[Tutor] operators >> and &

Mon Feb 15 00:34:00 CET 2010

On Sun, 14 Feb 2010 08:16:18 pm Alan Gauld wrote:

> >> But glitches can occur from time to time...
> >
> > If Python had a glitch of the magnitude of right-shifting non-zero
> > bits into a number, that would be not just a bug but a HUGE bug.
>
> Bit shifting is machine specific. 

Pardon me, but that's incorrect. Python is not assembly, or C, and the 
behaviour of bit shifting in Python is NOT machine specific. Python 
doesn't merely expose the native bit shift operations on native ints, 
it is a high-level object-oriented method with carefully defined 
semantics.

http://docs.python.org/library/stdtypes.html#bit-string-operations-on-integer-types

In Python, a left shift of n MUST return the equivalent of 
multiplication by 2**n, and a right shift MUST return the equivalent of 
integer division by 2**n. Any other result is a SERIOUS bug in Python 
of the same magnitude (and the same likelihood) as 10/2 returning 18.

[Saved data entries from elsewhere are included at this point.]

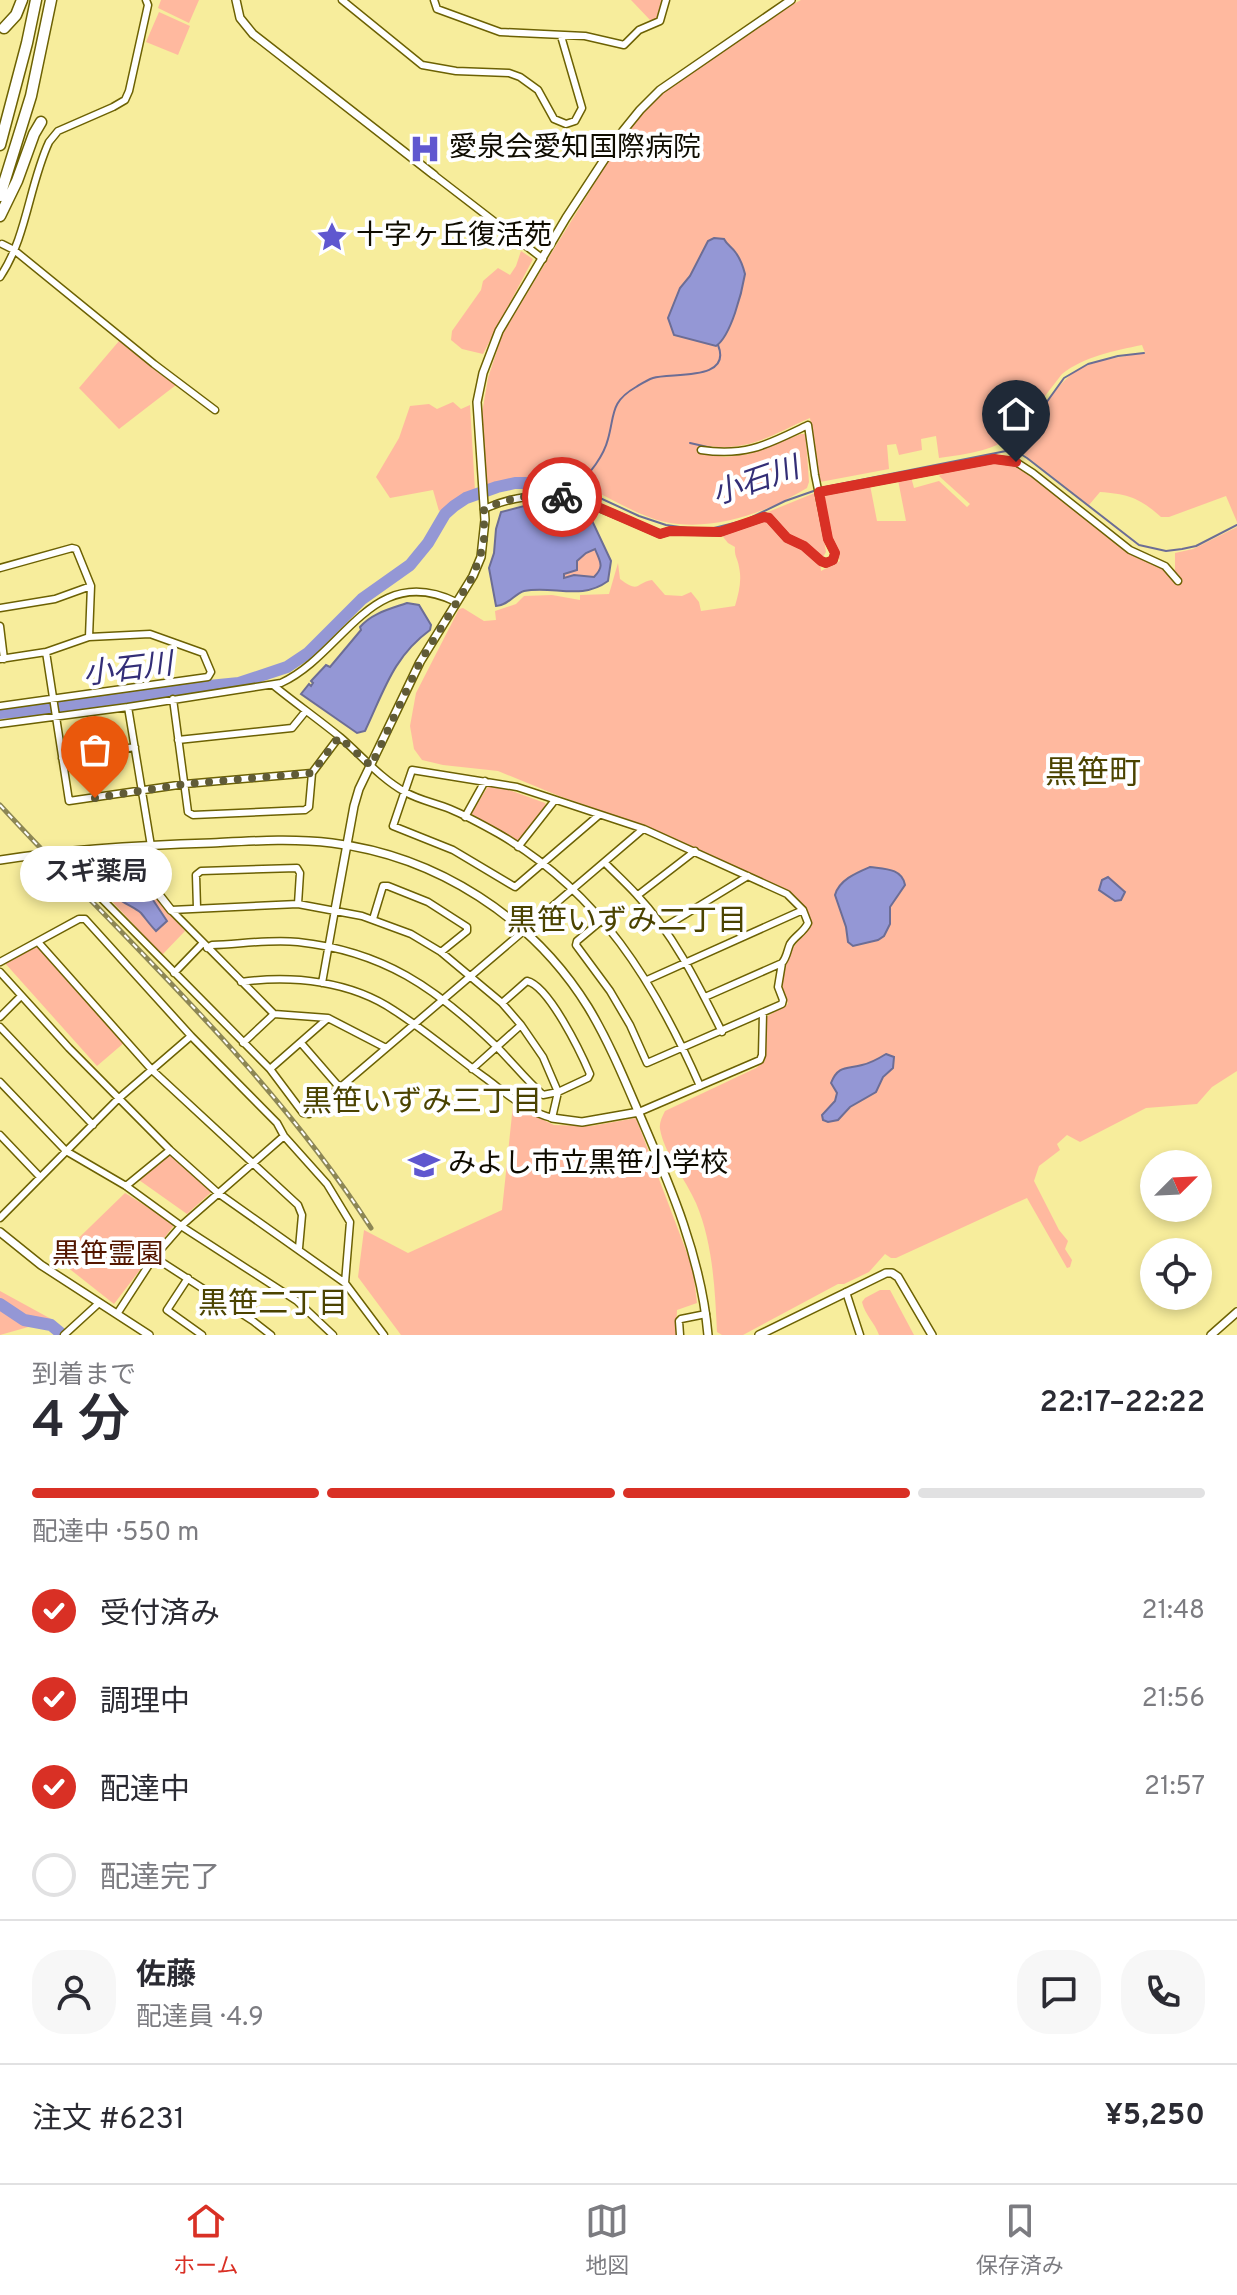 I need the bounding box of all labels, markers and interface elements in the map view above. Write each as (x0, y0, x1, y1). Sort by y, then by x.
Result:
place label: 愛泉会愛知国際病院 (449, 131, 701, 167)
hospital icon: 愛泉会愛知国際病院 (408, 132, 442, 166)
place label: 十字ヶ丘復活苑 (356, 219, 552, 255)
place icon: 十字ヶ丘復活苑 (315, 220, 349, 254)
pin (982, 380, 1050, 462)
icon: home (994, 392, 1038, 436)
water label: 小石川 (707, 450, 807, 515)
courier (522, 457, 602, 537)
icon: bike (540, 475, 584, 519)
water label: 小石川 (81, 647, 178, 695)
pin (61, 716, 129, 798)
icon: bag (73, 728, 117, 772)
district label: 黒笹町 (1045, 755, 1141, 795)
callout: スギ薬局 (19, 846, 171, 902)
text: スギ薬局 (44, 857, 148, 890)
district label: 黒笹いずみ二丁目 (507, 904, 747, 941)
district label: 黒笹いずみ三丁目 (302, 1085, 542, 1122)
place label: みよし市立黒笹小学校 (448, 1147, 728, 1183)
school or university icon: みよし市立黒笹小学校 (407, 1148, 441, 1182)
north arrow (1140, 1150, 1212, 1222)
map controls (1140, 1150, 1212, 1310)
park label: 黒笹霊園 (52, 1238, 164, 1274)
button: locate (1140, 1238, 1212, 1310)
district label: 黒笹二丁目 (198, 1287, 348, 1324)
text: 到着まで (32, 1360, 136, 1393)
text: 22:17–22:22 (1040, 1385, 1205, 1422)
text: 4 分 (32, 1390, 130, 1456)
text: 配達中 · 550 m (32, 1517, 199, 1550)
icon: check (32, 1589, 76, 1633)
text: 21:48 (1142, 1595, 1205, 1628)
text: 受付済み (100, 1597, 220, 1634)
icon: check (32, 1677, 76, 1721)
text: 21:56 (1142, 1683, 1205, 1716)
text: 調理中 (100, 1685, 190, 1722)
icon: check (32, 1765, 76, 1809)
text: 21:57 (1144, 1771, 1205, 1804)
text: 配達中 (100, 1773, 190, 1810)
text: 配達完了 (100, 1861, 220, 1898)
button: person (32, 1950, 116, 2034)
button: chat (1017, 1950, 1101, 2034)
button: phone (1121, 1950, 1205, 2034)
text: 佐藤 (136, 1958, 196, 1995)
text: 配達員 · 4.9 (136, 2002, 264, 2035)
text: ¥5,250 (1105, 2098, 1205, 2135)
text: 注文 #6231 (32, 2102, 185, 2139)
tab: ホーム (173, 2199, 239, 2281)
tab: 地図 (585, 2199, 629, 2281)
tab: 保存済み (976, 2199, 1064, 2281) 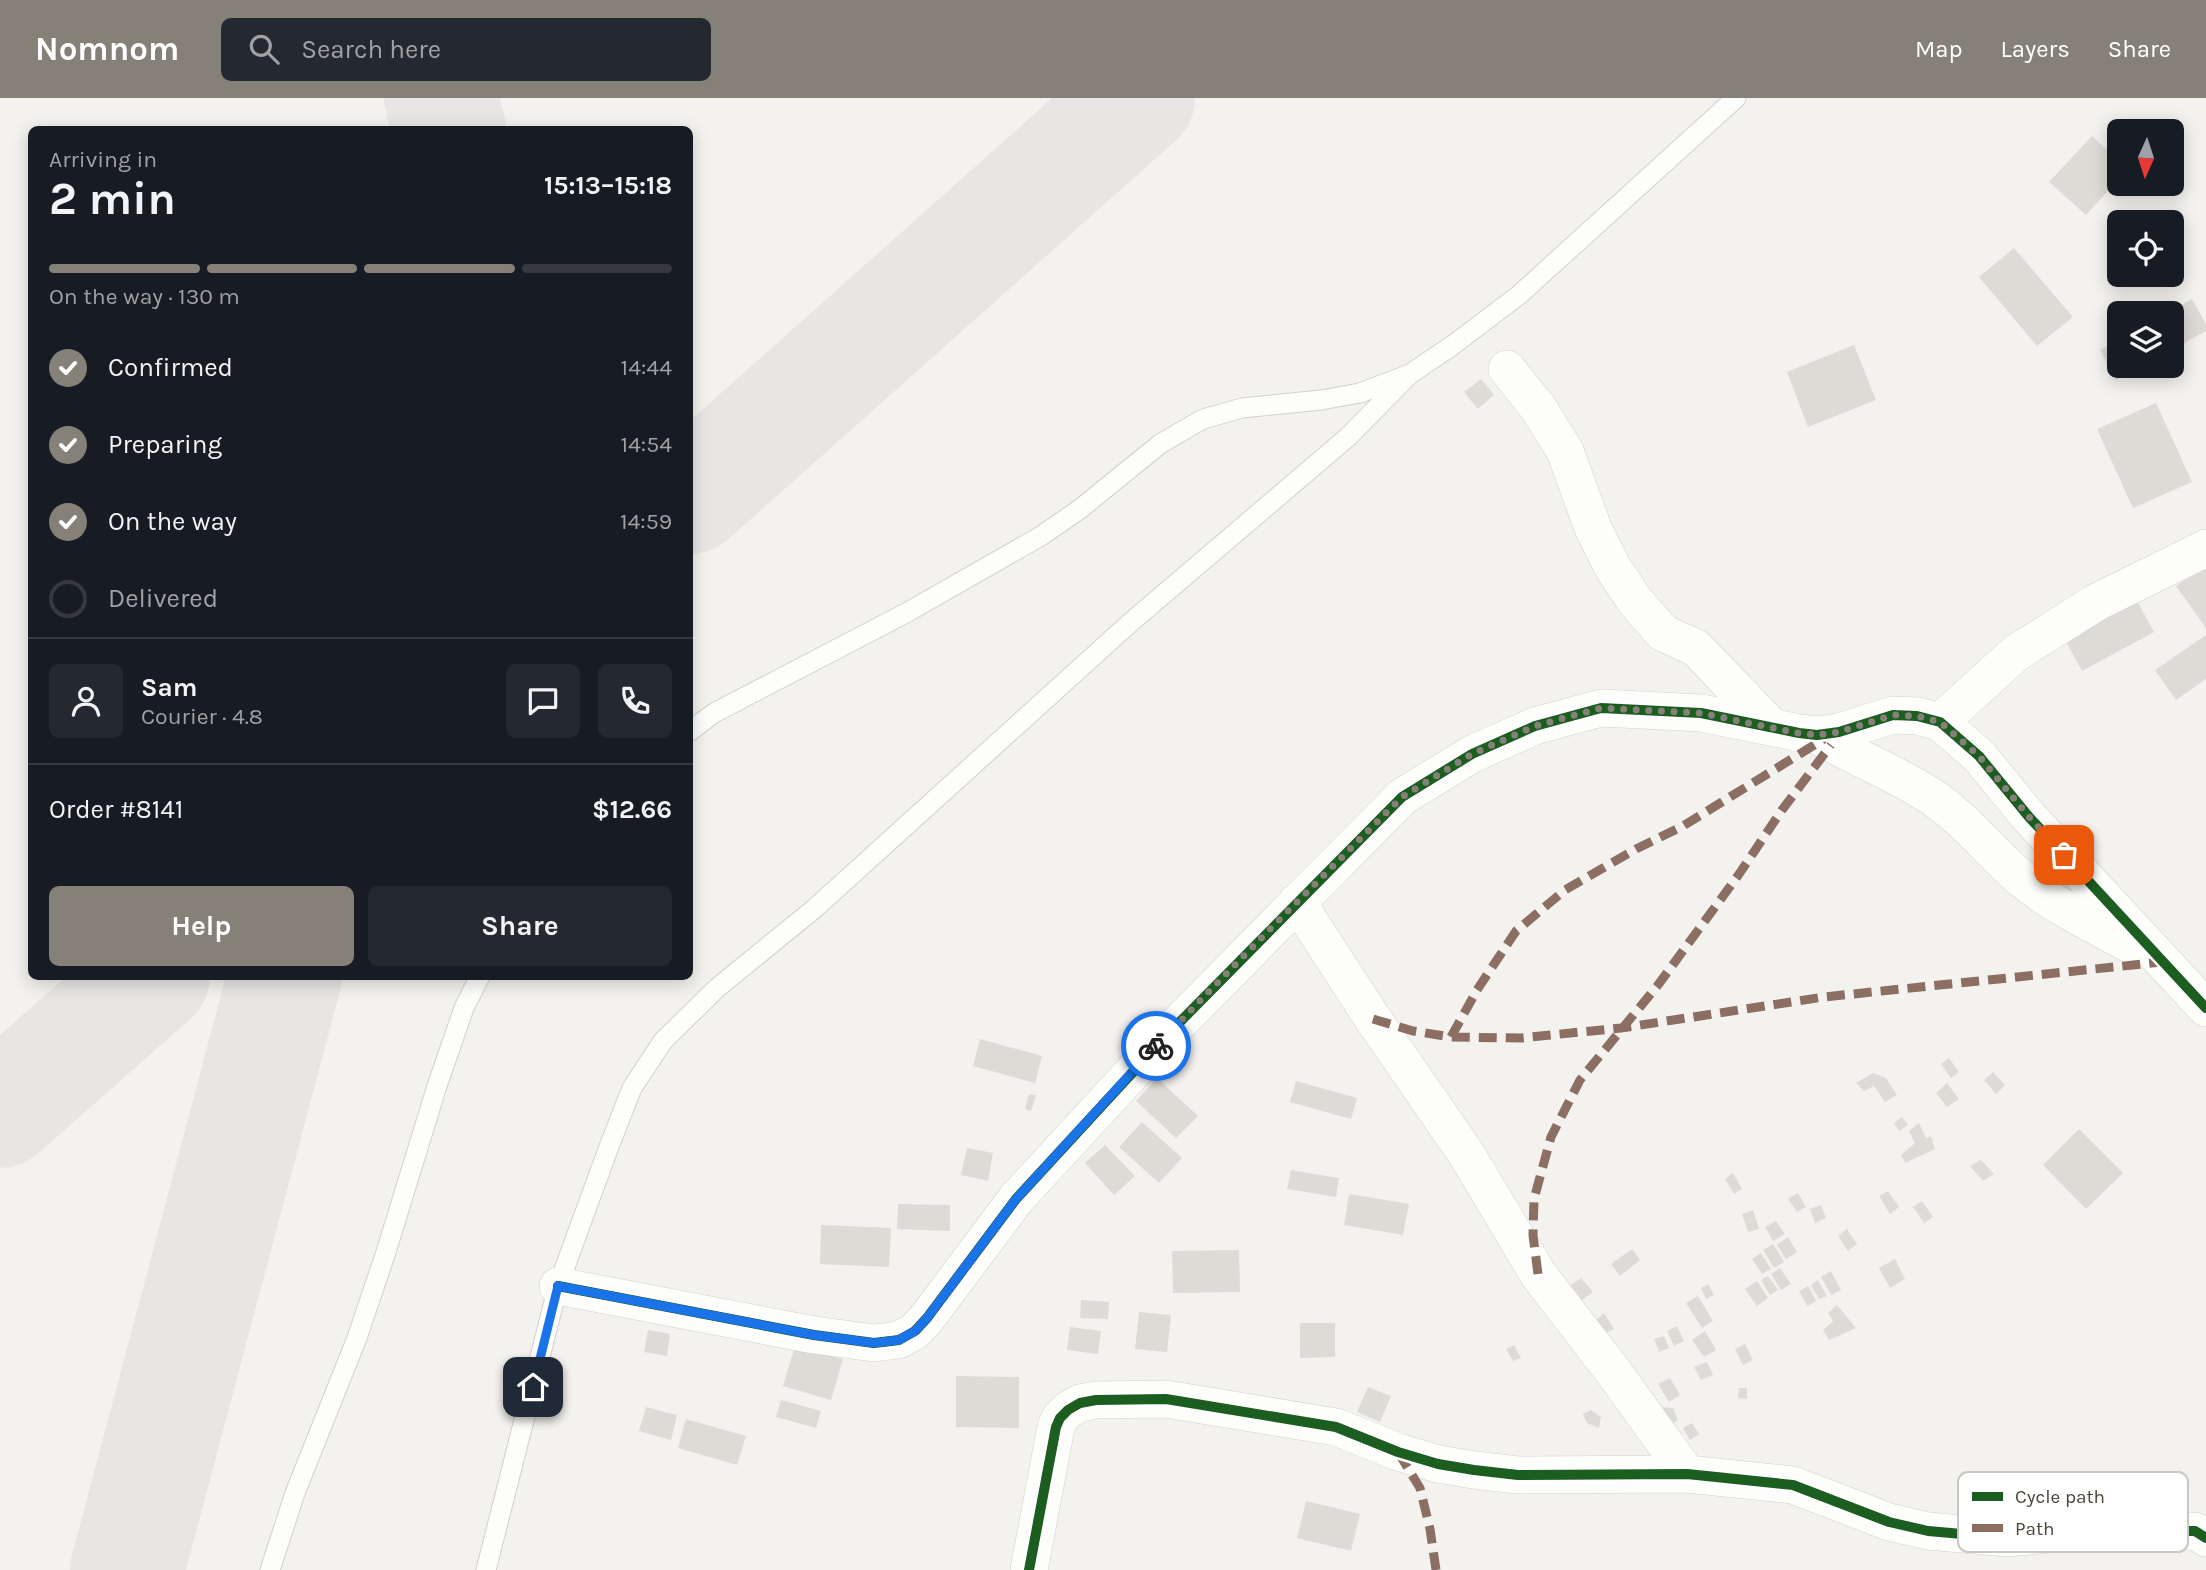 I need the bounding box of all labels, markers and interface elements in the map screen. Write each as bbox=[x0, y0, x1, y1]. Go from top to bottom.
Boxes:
search box bbox=[221, 18, 711, 81]
text: Nomnom bbox=[35, 30, 179, 68]
icon: search bbox=[245, 30, 283, 68]
text: Search here bbox=[301, 34, 441, 65]
text: Map bbox=[1915, 35, 1963, 63]
text: Layers bbox=[2001, 35, 2070, 63]
text: Share bbox=[2108, 35, 2171, 63]
north arrow bbox=[2107, 119, 2184, 196]
map controls bbox=[2107, 119, 2184, 378]
text: Arriving in bbox=[49, 146, 157, 173]
text: 15:13–15:18 bbox=[544, 170, 672, 201]
text: 2 min bbox=[49, 172, 176, 226]
button: locate bbox=[2107, 210, 2184, 287]
text: On the way · 130 m bbox=[49, 283, 240, 310]
button: layers bbox=[2107, 301, 2184, 378]
icon: check bbox=[49, 349, 87, 387]
text: Confirmed bbox=[108, 352, 233, 383]
text: 14:44 bbox=[621, 354, 672, 381]
icon: check bbox=[49, 426, 87, 464]
text: Preparing bbox=[108, 429, 222, 460]
text: 14:54 bbox=[620, 431, 672, 458]
icon: check bbox=[49, 503, 87, 541]
text: On the way bbox=[108, 506, 237, 537]
text: 14:59 bbox=[620, 508, 672, 535]
text: Delivered bbox=[108, 583, 218, 614]
button: person bbox=[49, 664, 123, 738]
button: chat bbox=[506, 664, 580, 738]
button: phone bbox=[598, 664, 672, 738]
text: Sam bbox=[141, 672, 197, 703]
text: Courier · 4.8 bbox=[141, 703, 263, 730]
text: Order #8141 bbox=[49, 794, 183, 825]
text: $12.66 bbox=[592, 794, 672, 825]
pin bbox=[2034, 825, 2094, 885]
icon: bag bbox=[2045, 836, 2083, 874]
button: Help bbox=[49, 886, 354, 966]
button: Share bbox=[368, 886, 672, 966]
courier bbox=[1121, 1011, 1191, 1081]
icon: bike bbox=[1137, 1027, 1175, 1065]
pin bbox=[503, 1357, 563, 1417]
icon: home bbox=[514, 1368, 552, 1406]
legend bbox=[1958, 1472, 2188, 1552]
text: Cycle path bbox=[2015, 1486, 2105, 1508]
text: Path bbox=[2015, 1518, 2055, 1540] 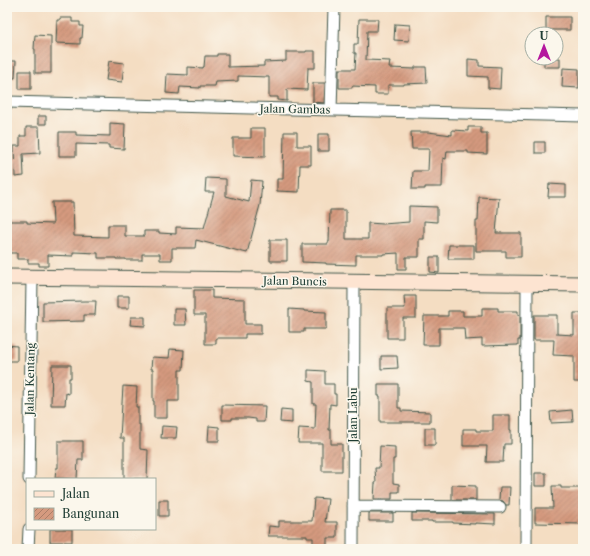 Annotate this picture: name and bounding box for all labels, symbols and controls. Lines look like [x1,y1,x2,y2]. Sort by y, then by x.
north arrow [524,26,564,66]
text: U [540,29,549,43]
street label: Jalan Gambas [258,101,331,117]
street label: Jalan Buncis [261,273,327,289]
street label: Jalan Kentang [22,343,38,417]
street label: Jalan Labu [346,387,360,444]
legend [26,478,156,530]
text: Jalan [60,486,90,501]
text: Bangunan [62,506,120,521]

So while I bow to your knowledge of bit operations in assembler on 
obscure four bit processors, Python does not do that. (I'm not even 
sure if Python runs on any four bit CPUs!) Python is a high-level 
language, not an assembler, and the behaviour of the bit operators >> 
and << is guaranteed to be the same no matter what CPU you are using.

(The only low-level ops that Python exposes are floating point ops: 
Python mostly does whatever the C library on your platform does.)

> > It is certainly good practice if you are dealing with numbers which
> > might be more than 24 bits to start with:
>
> Its more than good practice there, its essential.

Hardly. There are other ways of truncating a number to 8 bits, e.g. by 
using n % 256. If you're dealing with signed numbers, using & 255 will 
throw away the sign bit, which may be undesirable. And of course, it 
isn't desirable (let alone essential) to truncate the number if you 
don't need an 8 bit number in the first place!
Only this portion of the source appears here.